Making sense of access logs with the Modern Streaming Stack
Building a DIY analytics stack with Apache Kafka, Filebeat, Faust, Apache Pinot, and Superset.
If you run a website you’ll likely have access logs and the ELK (Elastic/Logstash/Kibana) Stack has become the go-to stack for building analytics on top of data stored in access log files.
But it’s sometimes fun to live on the wild side and explore alternative approaches to see what’s out there.
Earlier this year Dunith coined the Modern Streaming Stack (or Real-Time Analytics Stack as I like to think of it!), a set of tools that you can use to build real-time analytics applications. In this blog post, we’re going to use some of the tools that Dunith describes to analyse HTTP access log files.
We’ll cheat a bit and use some of the tools from the ELK Stack as well — we are working with log files after all!😏
The goal of this blog post is this:
We have a bunch of log files that contain useful data and we want to make sense of that data.
Before we dive into the detail, below is an architecture diagram of what we’re going to build:
Let’s break down the data flows in this system.
1. Access logs are picked up by the Filebeat log shipper, which creates an event per log entry in Apache Kafka.
2. The Faust Stream processor takes those events and enriches them by parsing the log messages and pulling out the various components before writing the results to a new stream.
3. Apache Pinot ingests the enriched stream from Apache Kafka.
4. The dashboarding tool executes queries against Apache Pinot to give an overview of the state of our web application.
The GitHub Repository
You can find all the examples used in this blog post at github.com/mneedham/analysing-log-files.
If you have any questions please send me a message on Twitter @markhneedham and I’ll try to help.
Setup
We’re going to use Docker Compose to spin up all the components used in this application.
You can find the Docker Compose file at github.com/mneedham/analysing-log-files/blob/main/docker-compose.yml.
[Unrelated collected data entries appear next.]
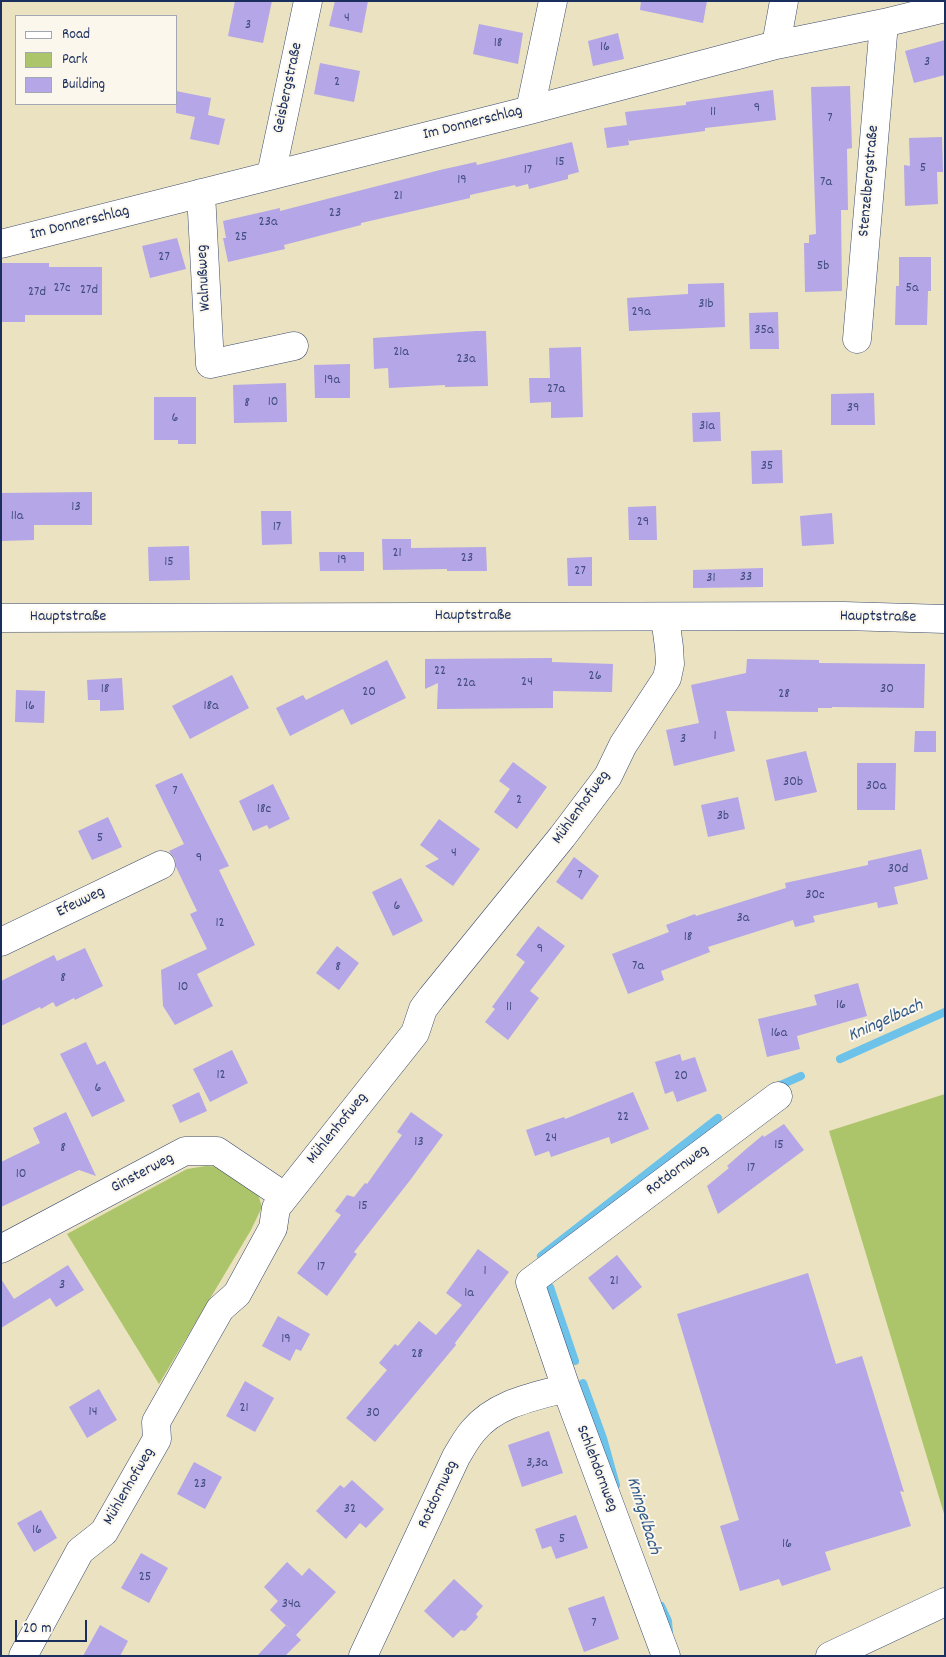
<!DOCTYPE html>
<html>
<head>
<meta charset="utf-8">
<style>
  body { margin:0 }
  #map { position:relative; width:946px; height:1657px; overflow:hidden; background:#eae2c0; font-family:Dekko,sans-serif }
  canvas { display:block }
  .frame { position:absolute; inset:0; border:2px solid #1b2f5e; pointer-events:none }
  .legend { position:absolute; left:15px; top:15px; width:162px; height:90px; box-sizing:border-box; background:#fbf7ec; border:1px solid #a1a7b3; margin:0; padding:6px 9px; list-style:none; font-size:15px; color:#1b2f5e }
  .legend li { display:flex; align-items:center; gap:10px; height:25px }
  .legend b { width:25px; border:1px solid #a1a7b3 }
  .scale { position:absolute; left:15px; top:1620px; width:72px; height:22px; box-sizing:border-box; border:2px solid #1b2f5e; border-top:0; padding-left:6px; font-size:15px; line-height:18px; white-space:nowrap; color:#1b2f5e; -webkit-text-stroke:4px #fbf7ec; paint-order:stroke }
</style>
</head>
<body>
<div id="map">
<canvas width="946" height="1657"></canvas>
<div class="frame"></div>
<ul class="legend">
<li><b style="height:6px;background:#fff"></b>Road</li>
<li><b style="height:14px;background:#adc56a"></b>Park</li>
<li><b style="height:14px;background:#b5a6e7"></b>Building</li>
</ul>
<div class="scale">20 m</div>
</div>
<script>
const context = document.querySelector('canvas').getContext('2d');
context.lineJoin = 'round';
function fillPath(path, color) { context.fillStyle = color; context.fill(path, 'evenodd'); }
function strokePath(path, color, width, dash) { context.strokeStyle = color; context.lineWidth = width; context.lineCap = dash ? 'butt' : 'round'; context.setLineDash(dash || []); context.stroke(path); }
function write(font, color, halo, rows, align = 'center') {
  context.font = font + ' Dekko,sans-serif'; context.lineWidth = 4; context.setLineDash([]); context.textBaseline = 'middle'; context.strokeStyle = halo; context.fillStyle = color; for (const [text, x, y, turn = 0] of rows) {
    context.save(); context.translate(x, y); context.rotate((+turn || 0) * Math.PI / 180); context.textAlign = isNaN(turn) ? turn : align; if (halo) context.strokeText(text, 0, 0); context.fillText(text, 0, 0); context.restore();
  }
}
fillPath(new Path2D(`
  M945,1094V1517L829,1131Z
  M206,1166L226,1167L257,1191L262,1207L251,1230L159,1384L67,1234L187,1169Z`), '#adc56a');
strokePath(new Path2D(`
  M840,1059L945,1012
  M776,1087L801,1076
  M541,1256L718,1118
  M550,1287L575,1361
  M583,1383L603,1438L616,1485
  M661,1606L668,1621L669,1633`), '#6cc2e9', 8);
fillPath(new Path2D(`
  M235,1H272L263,43L228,36Z
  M335,1H368L362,33L329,26Z
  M641,1H707L703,23L640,10Z
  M479,24L523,33L518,64L473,54Z
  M618,33L624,59L593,66L588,41Z
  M945,40V75L914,83L905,51Z
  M320,63L360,71L354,102L314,94Z
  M850,86L852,148L847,149L848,210H841L842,291L805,292L804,243H809V235L816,234L811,87Z
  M773,90L776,120L705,128V131L629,141L628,138L629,145L607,148L604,128L627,125L625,112L686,105V102Z
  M176,91L211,98L208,115L225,119L219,145L190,139L195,117L176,113Z
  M942,137L943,172H937L938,204L905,206L904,165L910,166L909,138Z
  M572,142L579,172L568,175V179L529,189L528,184L516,187L515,185L470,195V198L361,223V225L284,245L285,249L228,262L223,238H226L223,221L280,208V211L440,170L476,162L477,165Z
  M177,238L186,269L150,278L142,246Z
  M899,257H931V291H928L927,325H895L896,286H899Z
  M1,263H49V267H102V315H25V322H1Z
  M724,283L725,327L629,331L627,298L688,294V284Z
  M778,312L779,349H750L749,313Z
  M476,331H486L488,386L445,387V385L389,388L388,368L374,369L373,338Z
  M581,347L583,417L551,418V402L530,403L529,378H550L549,348Z
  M350,364V398H315L314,365Z
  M286,383L287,422L234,423L233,385Z
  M874,393L875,425H831V394Z
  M154,397H196V444H178V440H154Z
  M720,412L721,441L693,442L692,413Z
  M782,450L783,483L752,484L751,451Z
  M92,492V525H34V540L1,541V493Z
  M656,506L657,540H629L628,507Z
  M261,511H291L292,544L262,545Z
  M832,513L834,544L802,546L800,516Z
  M382,539H411V548L486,547L487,571H447V569L383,570Z
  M189,546L190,580L149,581L148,547Z
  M319,552H364V571H320Z
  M592,557V586H568L567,558Z
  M763,568V587L693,588V570Z
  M552,658V662L613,664L612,692L553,691V708L437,709L438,683L425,689V659Z
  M747,659L819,660V663L925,664L924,708L832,707V708H818V712L726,711L735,751L674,766L666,730L699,723L691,685L746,673Z
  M387,660L406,698L351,725L343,709L290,736L276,708L303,695L306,700Z
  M232,675L249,708L190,739L172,706Z
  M122,678L124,710L100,711V700H88L87,680Z
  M16,690L45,691L44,723L15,722Z
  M915,731H936V752H914Z
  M806,751L817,792L775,801L766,760Z
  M513,762L547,787L517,829L494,812L510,789L499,781Z
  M857,763H896L895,810H857Z
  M182,773L229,866L219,870L255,945L197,974L213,1006L175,1025L163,1006L161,970L207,949L190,914L197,911L176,867L175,859L169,851L184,844L155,785Z
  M273,784L290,819L269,829L267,825L253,831L239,801Z
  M738,797L745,829L708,837L701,805Z
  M108,817L122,847L92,860L78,831Z
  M439,819L480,849L453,886L425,866L439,859L420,845Z
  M921,849L928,879L894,887L898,904L878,908L877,902L813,916L815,922L795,927L793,920L708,947L710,952L661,971L664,980L628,994L612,954L669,932L666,925L695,914L696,916L786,888L785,883L868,865V861Z
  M574,857L599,876L582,900L556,882Z
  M401,878L423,921L393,936L372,892Z
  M538,926L565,946L530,991L539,998L508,1040L485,1022L495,1009L492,1007L525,962L516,955Z
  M337,946L359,963L339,990L316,973Z
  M85,948L103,986L75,1000L74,998L56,1007L53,1002L41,1009L40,1007L1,1026V981L54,955L57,961Z
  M858,983L867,1016L797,1036L800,1049L767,1057L758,1019L817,1005L814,995Z
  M86,1042L97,1065L105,1061L125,1101L92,1117L60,1054Z
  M232,1050L248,1083L210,1102L193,1069Z
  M680,1054L682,1061L695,1057L707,1091L677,1102L673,1091L665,1094L655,1062Z
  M199,1092L207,1111L180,1123L172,1105Z
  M633,1092L649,1129L611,1144L609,1137L551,1157L549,1151L535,1156L526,1130L564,1117L565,1119Z
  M66,1112L96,1176L79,1170L1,1207V1162L40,1143L33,1128Z
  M411,1112L443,1135L411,1179L354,1252L357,1254L327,1296L297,1273L341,1215L335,1211L347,1195L354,1197L365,1183L367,1184L402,1135L397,1132Z
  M784,1124L804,1150L718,1214L707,1186L729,1168L727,1166L745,1150L763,1135L764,1137Z
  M478,1249L509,1272L455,1343L456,1345L375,1442L346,1418L387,1370L379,1363L395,1344L398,1346L419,1321L436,1335L462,1305L446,1293Z
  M617,1255L642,1287L613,1310L588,1278Z
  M68,1265L84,1290L56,1307L50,1298L1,1328V1279L14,1299Z
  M808,1273L836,1364L862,1356L904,1492L900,1491L911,1526L825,1552L831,1570L782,1586L779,1579L740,1591L720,1526L739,1520L677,1314Z
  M278,1316L310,1334L301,1351L296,1349L290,1361L262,1346Z
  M245,1381L274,1398L255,1432L226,1416Z
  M99,1389L117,1420L87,1438L69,1407Z
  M549,1431L563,1473L522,1487L508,1445Z
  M194,1462L222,1477L205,1509L177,1494Z
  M352,1480L384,1509L366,1528L360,1523L346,1539L316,1511L340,1485L344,1488Z
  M41,1510L57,1538L34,1552L17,1523Z
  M576,1515L588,1548L556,1559L551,1546L542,1549L535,1529Z
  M141,1553L168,1568L149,1603L121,1588Z
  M287,1562L302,1576L309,1568L336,1592L296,1635L270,1610L278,1601L264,1587Z
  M454,1579L483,1606L476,1614L478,1617L471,1625L465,1631L461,1630L453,1638L424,1611Z
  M604,1596L619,1639L584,1652L568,1608Z
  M100,1625L128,1641L120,1656H83Z
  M286,1625L301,1640L285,1656H257Z`), '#b5a6e7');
const street = new Path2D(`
  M776,45L784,1
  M530,110L553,1
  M271,175L308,1
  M201,193L210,364L294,346
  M1,244L530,110L776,45L884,23L945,8
  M857,339L884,23
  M1,942L161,865
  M1,1249L185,1151H217L284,1196
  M23,1656L80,1551L104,1532L157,1439L156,1422L220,1309L237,1294L273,1228L276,1208L415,1033L423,1009L432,997L562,837L608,776L623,745L667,678L670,664L669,647L665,617
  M363,1656L456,1457C461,1449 466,1439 473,1431C496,1403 533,1397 566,1388
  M666,1656L566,1388L530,1282L778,1096
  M830,1656L945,1602`);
const secondary = new Path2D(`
  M1,618L844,616L945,619`);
strokePath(street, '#3a4a6d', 29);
strokePath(secondary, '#3a4a6d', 29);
strokePath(street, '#fff', 28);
strokePath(secondary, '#fff', 28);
write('14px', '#424d80', null, [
  ["4",347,19],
  ["3",248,26],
  ["18",498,44],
  ["16",605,48],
  ["3",927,63],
  ["2",337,83],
  ["9",757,109],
  ["11",713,113],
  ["7",830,119],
  ["15",560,163],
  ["5",923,169],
  ["17",528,171],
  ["19",462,181],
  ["7a",826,183],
  ["21",398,197],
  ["23",335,214],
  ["23a",268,223],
  ["25",241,238],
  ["27",164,258],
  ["5b",823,267],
  ["27c",62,289],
  ["5a",912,289],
  ["27d",89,291],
  ["27d",37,293],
  ["31b",706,305],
  ["29a",641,313],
  ["35a",764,331],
  ["21a",401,353],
  ["23a",466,360],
  ["19a",332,381],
  ["27a",556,390],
  ["10",273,403],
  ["8",247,404],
  ["39",853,409],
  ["6",175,419],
  ["31a",707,427],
  ["35",767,467],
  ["13",76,508],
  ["11a",17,517],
  ["29",643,523],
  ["17",277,528],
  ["21",397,554],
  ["23",467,559],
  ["19",342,561],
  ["15",169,563],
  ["27",580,572],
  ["33",746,578],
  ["31",711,579],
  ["22",440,672],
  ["26",595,677],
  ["24",527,683],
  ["22a",466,684],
  ["18",105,690],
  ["30",887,690],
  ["20",369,693],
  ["28",784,695],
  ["16",30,707],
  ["18a",211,707],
  ["1",715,737],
  ["3",683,740],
  ["30b",793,783],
  ["30a",876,787],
  ["7",175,792],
  ["2",519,801],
  ["18c",264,810],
  ["3b",723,817],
  ["5",100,839],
  ["4",454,854],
  ["9",199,859],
  ["30d",898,870],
  ["7",580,876],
  ["30c",815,896],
  ["6",397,907],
  ["3a",743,919],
  ["12",220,924],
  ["18",688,938],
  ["9",540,950],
  ["7a",638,967],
  ["8",338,968],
  ["8",63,979],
  ["10",183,988],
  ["16",841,1006],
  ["11",509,1008],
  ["16a",779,1034],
  ["12",221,1076],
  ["20",681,1077],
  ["6",98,1089],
  ["22",623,1118],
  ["24",551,1139],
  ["13",419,1143],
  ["15",779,1146],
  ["8",63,1149],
  ["17",751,1169],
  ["10",21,1175],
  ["15",363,1207],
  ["17",321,1268],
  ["1",485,1272],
  ["21",614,1282],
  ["3",62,1286],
  ["1a",469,1294],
  ["19",286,1340],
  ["28",417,1355],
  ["21",244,1409],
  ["14",93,1413],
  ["30",373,1414],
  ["3,3a",537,1464],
  ["23",200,1485],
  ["32",350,1510],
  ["16",37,1531],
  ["5",562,1540],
  ["16",787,1545],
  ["25",145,1578],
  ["34a",291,1605],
  ["7",594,1624]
]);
write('16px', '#1b2f5e', '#fbf7ec', [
  ["Geisbergstraße",289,88,-78],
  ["Im Donnerschlag",473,124,-14],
  ["Stenzelbergstraße",870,181,-85],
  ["Im Donnerschlag",80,224,-14],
  ["Walnußweg",205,278,-93],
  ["Hauptstraße",473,617],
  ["Hauptstraße",68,618],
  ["Hauptstraße",878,618,1],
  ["Mühlenhofweg",582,808,-54],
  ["Efeuweg",81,903,-26],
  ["Mühlenhofweg",338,1129,-51],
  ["Rotdornweg",678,1171,-37],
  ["Ginsterweg",143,1174,-28],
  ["Schlehdornweg",596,1469,69],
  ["Mühlenhofweg",130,1487,-60],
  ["Rotdornweg",439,1495,-65]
]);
write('italic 18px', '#335b88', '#fbf7ec', [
  ["Kningelbach",886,1022,-24],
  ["Kningelbach",642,1516,73]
]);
</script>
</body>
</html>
We’ll go through the config for each component in that file as we get to them.
We can launch everything by running docker-compose up
.
This blog post is heavily based on Python tooling, in particular the libraries described in the requirements.txt file.
cat requirements.txt
You can install these dependencies by running the following:
pip install -r requirements.txt
Generating log messages
We’ll be using Kirit Basu’s excellent Apache Log Generator to generate log messages. I’ve adjusted the script a bit to generate logs with more compressed timestamps and you can run the generator like this:
python apache-fake-log-gen.py
This will generate a single message, which we can see below:
If we want to generate an infinite stream of log entries, we’ll need to pass in -n0
, like this:
python apache-fake-log-gen.py -n 0 |
tee access-logs/access_logs_$(date +%s).log
This combination of commands will stream the log entries to the command line as well as write them to a file in the access-logs directory.
The next step is to get log entries out of the log files and into Apache Kafka.
Shipping log entries to Apache Kafka
Elastic has a nice library called Filebeat that we can use. Filebeat is one of the tools that comprise the Elastic Stack and is described as a “lightweight shipper for logs”.
The Docker Compose Config for this component is shown below:
You would usually have it ship logs to Elasticsearch or Logstack, but we’re going to ship them to Kafka instead.
Note that we’re mounting the host file system’s access-logs
directory to /var/log/apache2
, which we’ll refer to next.
We’ll need to define both input and output sources in the Filebeat config file, /config/filebeat.yml, which looks like this:
Based on this configuration, Filebeat will take any logs written to /var/log/apache2/ and will create an event per log entry in the access topic in Kafka. The Docker Compose Config for Kafka is shown below:
Viewing log entries in Kafka
Once we’ve started writing log entries to Kafka, we can view them using the kcat command line tool. The command below will print out one of the messages in the access stream:
kcat -C -b localhost:9092 -t access -c1 | jq ‘.’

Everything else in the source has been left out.